§ WHAT IS REQUIRED: Search the data for the string "rows" and gather each line it is in.

§ RECORDS FOR THIS EXERCISE:
- - - - - - -

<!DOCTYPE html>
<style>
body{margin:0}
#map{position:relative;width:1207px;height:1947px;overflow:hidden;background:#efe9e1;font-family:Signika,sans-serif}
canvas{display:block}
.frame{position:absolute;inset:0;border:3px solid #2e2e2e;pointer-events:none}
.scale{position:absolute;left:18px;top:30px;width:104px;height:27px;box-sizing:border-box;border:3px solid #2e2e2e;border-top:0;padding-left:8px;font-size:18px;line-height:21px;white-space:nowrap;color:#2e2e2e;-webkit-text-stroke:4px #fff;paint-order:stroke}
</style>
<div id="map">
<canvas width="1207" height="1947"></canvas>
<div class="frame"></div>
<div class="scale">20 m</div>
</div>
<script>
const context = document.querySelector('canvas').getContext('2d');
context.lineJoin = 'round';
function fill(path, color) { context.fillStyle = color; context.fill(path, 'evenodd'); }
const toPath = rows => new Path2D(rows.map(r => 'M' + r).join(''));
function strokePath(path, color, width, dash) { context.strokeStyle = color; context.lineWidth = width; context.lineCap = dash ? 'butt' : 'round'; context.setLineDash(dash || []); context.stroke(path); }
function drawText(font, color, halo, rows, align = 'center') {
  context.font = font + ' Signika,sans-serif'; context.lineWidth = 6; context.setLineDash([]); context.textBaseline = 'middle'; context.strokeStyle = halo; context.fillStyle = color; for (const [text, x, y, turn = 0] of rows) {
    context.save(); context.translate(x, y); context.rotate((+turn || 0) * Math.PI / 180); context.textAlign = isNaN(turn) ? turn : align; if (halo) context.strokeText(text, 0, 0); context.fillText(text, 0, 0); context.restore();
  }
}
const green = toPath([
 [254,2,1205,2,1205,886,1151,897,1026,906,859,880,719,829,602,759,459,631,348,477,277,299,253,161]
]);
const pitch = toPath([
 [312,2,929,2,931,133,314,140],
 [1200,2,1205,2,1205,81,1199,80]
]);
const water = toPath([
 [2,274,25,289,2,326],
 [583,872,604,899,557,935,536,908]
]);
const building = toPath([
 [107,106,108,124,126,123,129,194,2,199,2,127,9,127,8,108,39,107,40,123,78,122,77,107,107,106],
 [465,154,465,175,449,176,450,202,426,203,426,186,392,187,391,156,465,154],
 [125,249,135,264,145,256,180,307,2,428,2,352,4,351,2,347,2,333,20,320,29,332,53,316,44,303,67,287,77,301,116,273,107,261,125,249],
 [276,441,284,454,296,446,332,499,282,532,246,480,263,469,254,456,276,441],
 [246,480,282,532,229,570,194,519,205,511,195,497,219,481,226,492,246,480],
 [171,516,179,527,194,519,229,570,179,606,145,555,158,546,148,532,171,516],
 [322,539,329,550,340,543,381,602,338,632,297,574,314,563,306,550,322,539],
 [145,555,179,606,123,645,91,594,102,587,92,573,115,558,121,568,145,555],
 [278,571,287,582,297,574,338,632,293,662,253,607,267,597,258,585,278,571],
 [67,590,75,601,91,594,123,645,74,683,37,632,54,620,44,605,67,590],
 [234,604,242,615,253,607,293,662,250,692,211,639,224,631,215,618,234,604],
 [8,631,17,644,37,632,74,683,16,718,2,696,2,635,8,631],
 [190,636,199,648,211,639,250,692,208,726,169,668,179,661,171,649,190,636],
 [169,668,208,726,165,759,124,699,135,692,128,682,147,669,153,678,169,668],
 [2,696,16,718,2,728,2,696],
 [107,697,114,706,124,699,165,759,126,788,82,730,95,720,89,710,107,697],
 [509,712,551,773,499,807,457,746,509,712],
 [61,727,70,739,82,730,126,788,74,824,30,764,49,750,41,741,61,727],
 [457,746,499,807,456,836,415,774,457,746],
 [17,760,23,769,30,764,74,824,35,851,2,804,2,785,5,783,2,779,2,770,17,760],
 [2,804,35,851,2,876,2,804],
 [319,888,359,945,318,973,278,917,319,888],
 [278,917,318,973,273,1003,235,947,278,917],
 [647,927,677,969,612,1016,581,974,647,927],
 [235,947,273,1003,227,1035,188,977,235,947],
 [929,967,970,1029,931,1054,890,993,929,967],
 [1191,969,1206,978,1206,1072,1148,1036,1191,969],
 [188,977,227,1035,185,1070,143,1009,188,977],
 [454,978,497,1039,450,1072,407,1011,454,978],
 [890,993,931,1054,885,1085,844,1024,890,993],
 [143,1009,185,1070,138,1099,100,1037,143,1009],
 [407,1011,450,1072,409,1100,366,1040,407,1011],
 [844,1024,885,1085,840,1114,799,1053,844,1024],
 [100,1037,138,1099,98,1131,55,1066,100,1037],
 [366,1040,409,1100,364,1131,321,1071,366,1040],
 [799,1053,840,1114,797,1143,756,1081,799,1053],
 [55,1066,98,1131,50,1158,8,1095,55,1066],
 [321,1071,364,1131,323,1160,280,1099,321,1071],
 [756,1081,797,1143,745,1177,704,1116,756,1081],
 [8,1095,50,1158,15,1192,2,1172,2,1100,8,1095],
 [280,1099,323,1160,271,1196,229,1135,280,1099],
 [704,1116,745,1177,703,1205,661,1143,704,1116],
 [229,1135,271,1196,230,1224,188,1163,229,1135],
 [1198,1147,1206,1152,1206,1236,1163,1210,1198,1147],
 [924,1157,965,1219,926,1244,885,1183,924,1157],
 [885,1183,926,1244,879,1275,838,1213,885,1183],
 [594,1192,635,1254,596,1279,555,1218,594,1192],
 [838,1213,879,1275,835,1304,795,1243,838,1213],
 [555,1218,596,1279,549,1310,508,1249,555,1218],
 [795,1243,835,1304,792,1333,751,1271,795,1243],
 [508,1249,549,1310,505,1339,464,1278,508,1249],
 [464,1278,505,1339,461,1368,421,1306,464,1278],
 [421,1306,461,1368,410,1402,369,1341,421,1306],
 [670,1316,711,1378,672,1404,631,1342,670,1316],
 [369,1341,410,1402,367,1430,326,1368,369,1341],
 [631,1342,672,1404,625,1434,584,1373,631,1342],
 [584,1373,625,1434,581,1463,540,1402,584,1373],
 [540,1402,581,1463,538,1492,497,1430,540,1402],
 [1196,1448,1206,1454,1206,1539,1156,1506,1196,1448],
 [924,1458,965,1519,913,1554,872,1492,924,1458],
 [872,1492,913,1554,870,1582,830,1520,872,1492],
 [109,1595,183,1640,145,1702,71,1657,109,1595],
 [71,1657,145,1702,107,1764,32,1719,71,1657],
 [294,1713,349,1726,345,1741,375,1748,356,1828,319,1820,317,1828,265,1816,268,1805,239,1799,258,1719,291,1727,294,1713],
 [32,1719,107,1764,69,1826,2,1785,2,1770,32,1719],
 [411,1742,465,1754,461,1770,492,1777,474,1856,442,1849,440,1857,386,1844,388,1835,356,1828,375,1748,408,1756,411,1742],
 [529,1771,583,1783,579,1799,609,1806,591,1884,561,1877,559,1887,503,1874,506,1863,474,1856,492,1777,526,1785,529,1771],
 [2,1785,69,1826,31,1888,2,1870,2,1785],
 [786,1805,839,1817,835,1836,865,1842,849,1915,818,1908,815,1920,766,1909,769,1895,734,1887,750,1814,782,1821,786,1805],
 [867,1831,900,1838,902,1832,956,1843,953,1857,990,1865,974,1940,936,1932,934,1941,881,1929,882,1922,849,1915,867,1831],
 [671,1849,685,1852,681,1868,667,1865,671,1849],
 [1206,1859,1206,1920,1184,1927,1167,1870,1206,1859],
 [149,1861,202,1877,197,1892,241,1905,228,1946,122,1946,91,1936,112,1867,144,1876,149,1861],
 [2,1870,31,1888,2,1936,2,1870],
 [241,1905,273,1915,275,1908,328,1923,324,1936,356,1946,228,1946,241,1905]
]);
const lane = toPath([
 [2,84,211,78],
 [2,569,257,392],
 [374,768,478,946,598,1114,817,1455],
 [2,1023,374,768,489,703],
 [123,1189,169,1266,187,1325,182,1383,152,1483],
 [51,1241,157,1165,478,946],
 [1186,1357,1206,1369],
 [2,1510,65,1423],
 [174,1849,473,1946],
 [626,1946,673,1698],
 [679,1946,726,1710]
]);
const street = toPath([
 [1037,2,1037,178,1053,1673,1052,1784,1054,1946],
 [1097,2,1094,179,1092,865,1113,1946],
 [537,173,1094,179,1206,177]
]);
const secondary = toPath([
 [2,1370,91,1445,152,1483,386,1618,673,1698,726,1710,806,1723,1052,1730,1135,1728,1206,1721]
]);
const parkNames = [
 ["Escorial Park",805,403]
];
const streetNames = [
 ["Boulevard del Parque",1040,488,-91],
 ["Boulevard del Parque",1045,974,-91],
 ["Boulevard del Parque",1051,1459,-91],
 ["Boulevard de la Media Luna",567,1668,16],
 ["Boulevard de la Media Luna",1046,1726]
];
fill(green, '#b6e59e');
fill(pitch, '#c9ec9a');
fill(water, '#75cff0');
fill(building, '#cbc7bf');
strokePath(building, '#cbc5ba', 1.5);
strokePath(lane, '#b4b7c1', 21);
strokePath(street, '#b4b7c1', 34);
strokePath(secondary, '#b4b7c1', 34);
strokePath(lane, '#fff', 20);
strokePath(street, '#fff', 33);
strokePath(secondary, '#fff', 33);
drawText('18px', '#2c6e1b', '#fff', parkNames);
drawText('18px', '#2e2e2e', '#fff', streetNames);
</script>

- - - - - - -

§ FINAL ANSWER:
const toPath = rows => new Path2D(rows.map(r => 'M' + r).join(''));
function drawText(font, color, halo, rows, align = 'center') {
  context.font = font + ' Signika,sans-serif'; context.lineWidth = 6; context.setLineDash([]); context.textBaseline = 'middle'; context.strokeStyle = halo; context.fillStyle = color; for (const [text, x, y, turn = 0] of rows) {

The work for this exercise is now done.